■ **Work task**: The response should contain only those lines of the entries below that include the string "baseFrequency".

■ **Material for this exercise**:
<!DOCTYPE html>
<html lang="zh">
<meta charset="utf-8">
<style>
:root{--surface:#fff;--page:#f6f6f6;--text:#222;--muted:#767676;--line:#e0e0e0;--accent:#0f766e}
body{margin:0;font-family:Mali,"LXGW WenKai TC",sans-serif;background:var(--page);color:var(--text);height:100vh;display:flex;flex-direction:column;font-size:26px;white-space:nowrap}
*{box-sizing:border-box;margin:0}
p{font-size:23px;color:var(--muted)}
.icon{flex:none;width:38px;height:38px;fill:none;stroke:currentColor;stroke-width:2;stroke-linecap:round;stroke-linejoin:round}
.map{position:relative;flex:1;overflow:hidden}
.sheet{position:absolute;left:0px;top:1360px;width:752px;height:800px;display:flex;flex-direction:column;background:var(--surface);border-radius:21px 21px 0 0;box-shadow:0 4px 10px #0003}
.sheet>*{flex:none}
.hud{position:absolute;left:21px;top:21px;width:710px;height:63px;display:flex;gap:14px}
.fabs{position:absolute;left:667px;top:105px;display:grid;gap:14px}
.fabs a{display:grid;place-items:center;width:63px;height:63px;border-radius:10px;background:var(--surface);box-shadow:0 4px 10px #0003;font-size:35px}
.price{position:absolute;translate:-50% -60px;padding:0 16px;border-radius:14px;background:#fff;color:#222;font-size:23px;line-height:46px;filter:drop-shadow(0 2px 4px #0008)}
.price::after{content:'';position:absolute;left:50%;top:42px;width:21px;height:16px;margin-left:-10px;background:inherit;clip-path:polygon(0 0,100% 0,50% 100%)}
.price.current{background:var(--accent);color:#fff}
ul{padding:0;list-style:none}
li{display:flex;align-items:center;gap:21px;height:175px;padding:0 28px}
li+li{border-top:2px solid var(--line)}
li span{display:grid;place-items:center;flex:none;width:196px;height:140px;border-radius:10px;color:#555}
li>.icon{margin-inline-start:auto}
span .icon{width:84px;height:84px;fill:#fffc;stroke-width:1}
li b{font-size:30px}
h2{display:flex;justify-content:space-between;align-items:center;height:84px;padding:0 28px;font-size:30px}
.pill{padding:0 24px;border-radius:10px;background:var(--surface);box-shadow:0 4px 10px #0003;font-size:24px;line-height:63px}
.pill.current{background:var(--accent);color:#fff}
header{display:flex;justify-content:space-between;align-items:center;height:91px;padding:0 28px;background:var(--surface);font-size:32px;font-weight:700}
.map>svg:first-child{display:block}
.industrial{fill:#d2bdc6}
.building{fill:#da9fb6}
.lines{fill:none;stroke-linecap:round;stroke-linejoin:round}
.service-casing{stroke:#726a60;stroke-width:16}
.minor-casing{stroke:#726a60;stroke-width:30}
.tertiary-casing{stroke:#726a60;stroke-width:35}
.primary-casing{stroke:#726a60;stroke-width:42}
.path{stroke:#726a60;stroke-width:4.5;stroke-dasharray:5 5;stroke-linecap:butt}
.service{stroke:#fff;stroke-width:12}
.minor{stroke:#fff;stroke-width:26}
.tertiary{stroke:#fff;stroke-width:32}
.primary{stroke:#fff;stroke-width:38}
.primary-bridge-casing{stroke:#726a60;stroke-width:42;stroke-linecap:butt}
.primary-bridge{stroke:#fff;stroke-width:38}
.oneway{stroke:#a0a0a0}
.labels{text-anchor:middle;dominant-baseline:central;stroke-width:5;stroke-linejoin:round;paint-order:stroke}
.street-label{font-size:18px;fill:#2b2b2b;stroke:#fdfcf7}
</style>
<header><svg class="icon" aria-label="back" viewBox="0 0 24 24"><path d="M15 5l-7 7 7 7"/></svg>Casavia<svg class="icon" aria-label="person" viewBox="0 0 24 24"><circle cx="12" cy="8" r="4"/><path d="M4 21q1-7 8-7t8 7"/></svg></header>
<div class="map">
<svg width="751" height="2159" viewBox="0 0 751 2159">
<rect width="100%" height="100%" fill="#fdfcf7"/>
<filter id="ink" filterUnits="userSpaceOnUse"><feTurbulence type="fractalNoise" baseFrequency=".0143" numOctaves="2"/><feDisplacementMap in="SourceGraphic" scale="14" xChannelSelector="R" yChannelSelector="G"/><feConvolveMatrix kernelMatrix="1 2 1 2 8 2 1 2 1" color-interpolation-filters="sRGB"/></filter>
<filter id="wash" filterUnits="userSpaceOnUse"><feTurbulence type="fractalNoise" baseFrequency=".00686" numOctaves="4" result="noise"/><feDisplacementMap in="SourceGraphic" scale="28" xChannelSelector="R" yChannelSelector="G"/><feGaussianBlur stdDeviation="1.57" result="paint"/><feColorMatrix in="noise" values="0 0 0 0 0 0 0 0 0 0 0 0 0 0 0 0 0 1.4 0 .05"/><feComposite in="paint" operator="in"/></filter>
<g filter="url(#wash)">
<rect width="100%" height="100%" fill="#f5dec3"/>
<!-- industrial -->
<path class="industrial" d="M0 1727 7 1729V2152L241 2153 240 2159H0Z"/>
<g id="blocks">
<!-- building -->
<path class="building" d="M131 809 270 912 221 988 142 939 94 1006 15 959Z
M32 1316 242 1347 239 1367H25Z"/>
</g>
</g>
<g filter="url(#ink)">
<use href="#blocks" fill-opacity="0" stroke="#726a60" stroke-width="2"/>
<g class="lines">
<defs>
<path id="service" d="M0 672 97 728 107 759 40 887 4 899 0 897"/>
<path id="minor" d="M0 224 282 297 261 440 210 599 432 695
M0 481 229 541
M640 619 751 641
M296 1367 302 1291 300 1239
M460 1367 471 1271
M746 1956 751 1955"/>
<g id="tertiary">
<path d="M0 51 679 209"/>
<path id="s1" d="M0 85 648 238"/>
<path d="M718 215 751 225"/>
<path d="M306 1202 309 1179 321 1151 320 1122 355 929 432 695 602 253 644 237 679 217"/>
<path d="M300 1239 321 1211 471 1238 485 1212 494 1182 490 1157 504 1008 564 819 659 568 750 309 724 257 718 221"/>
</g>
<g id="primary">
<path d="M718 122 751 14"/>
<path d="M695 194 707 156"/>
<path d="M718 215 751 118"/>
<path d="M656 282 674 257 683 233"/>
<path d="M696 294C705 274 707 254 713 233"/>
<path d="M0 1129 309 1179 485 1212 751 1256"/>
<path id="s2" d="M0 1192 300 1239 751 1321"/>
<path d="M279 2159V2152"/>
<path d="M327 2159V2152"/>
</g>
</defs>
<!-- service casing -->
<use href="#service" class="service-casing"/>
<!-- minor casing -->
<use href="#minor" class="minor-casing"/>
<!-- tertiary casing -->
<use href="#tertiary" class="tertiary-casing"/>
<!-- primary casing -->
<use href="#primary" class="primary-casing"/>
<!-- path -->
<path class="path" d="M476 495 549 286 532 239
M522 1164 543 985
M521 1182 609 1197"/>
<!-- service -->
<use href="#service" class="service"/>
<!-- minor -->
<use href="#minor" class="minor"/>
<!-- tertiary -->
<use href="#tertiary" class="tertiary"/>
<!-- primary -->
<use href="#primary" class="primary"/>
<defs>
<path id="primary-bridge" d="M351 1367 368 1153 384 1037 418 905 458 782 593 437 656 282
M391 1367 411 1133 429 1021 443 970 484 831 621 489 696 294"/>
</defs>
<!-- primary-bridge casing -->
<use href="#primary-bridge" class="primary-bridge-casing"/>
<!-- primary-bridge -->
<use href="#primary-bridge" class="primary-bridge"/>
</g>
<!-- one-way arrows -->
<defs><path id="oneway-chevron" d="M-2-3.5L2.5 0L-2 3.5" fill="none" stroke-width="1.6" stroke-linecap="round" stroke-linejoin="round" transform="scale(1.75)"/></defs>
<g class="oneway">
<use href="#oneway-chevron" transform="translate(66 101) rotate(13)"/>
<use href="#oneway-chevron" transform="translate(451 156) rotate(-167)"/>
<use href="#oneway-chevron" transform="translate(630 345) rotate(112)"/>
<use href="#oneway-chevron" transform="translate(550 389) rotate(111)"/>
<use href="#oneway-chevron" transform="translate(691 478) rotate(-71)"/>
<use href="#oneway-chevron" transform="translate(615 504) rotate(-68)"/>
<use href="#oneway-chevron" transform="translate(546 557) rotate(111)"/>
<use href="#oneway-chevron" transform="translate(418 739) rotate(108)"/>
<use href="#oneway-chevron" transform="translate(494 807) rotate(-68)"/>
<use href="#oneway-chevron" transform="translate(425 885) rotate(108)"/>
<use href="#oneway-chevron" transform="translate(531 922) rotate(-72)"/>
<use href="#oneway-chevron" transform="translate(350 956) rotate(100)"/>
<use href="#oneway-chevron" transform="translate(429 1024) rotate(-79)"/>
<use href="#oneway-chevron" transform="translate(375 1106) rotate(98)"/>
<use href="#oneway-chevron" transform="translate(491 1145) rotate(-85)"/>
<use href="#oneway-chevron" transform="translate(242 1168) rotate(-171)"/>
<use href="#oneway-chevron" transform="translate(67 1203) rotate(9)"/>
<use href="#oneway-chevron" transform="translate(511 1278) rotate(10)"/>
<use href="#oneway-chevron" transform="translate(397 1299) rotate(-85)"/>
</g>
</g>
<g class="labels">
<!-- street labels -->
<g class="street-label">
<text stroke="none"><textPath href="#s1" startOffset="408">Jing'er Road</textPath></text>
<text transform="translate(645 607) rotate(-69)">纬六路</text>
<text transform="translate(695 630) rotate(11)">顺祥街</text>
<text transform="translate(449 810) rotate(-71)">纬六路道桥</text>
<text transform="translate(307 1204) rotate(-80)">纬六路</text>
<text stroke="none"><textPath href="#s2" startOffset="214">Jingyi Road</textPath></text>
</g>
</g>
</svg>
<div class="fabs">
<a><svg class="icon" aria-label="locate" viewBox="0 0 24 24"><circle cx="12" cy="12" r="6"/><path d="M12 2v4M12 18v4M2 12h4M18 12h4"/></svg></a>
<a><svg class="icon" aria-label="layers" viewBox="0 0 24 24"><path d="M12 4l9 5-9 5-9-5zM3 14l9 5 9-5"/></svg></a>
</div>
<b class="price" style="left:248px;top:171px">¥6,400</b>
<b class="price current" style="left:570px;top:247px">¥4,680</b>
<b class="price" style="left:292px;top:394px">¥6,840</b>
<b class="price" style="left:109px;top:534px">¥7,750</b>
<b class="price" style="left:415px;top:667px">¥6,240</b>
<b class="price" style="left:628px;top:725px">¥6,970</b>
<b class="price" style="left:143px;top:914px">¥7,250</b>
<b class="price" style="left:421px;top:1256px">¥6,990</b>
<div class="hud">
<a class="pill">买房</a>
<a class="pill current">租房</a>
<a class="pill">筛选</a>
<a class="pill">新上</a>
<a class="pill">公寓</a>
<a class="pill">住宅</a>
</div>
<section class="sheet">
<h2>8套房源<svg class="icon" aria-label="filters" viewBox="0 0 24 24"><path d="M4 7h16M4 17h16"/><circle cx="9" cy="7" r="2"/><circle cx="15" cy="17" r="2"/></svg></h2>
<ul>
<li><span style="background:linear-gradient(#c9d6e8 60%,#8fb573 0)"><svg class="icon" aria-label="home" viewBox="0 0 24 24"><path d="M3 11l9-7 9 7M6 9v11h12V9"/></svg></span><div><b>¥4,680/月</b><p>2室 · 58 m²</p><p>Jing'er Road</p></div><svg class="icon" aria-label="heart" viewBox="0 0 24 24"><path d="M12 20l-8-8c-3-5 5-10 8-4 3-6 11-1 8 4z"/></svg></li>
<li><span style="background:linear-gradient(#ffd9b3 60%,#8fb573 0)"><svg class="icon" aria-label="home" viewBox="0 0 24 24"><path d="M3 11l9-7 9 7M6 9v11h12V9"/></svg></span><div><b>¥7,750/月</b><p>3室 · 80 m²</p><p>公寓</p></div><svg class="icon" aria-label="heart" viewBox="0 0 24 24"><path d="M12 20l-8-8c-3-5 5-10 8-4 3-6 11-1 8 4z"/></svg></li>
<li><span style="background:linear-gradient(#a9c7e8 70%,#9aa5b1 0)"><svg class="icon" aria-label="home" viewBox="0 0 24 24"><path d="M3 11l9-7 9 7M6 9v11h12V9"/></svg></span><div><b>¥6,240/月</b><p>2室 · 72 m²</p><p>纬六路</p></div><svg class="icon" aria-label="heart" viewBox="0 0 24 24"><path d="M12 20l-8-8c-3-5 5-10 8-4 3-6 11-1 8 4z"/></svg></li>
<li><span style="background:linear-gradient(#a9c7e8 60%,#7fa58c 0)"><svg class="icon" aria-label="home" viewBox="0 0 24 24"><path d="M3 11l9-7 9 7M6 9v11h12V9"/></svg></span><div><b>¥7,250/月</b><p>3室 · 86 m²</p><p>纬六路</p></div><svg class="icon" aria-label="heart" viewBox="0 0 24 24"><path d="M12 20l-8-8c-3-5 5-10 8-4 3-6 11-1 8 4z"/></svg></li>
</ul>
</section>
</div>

■ **Written answer**:
<filter id="ink" filterUnits="userSpaceOnUse"><feTurbulence type="fractalNoise" baseFrequency=".0143" numOctaves="2"/><feDisplacementMap in="SourceGraphic" scale="14" xChannelSelector="R" yChannelSelector="G"/><feConvolveMatrix kernelMatrix="1 2 1 2 8 2 1 2 1" color-interpolation-filters="sRGB"/></filter>
<filter id="wash" filterUnits="userSpaceOnUse"><feTurbulence type="fractalNoise" baseFrequency=".00686" numOctaves="4" result="noise"/><feDisplacementMap in="SourceGraphic" scale="28" xChannelSelector="R" yChannelSelector="G"/><feGaussianBlur stdDeviation="1.57" result="paint"/><feColorMatrix in="noise" values="0 0 0 0 0 0 0 0 0 0 0 0 0 0 0 0 0 1.4 0 .05"/><feComposite in="paint" operator="in"/></filter>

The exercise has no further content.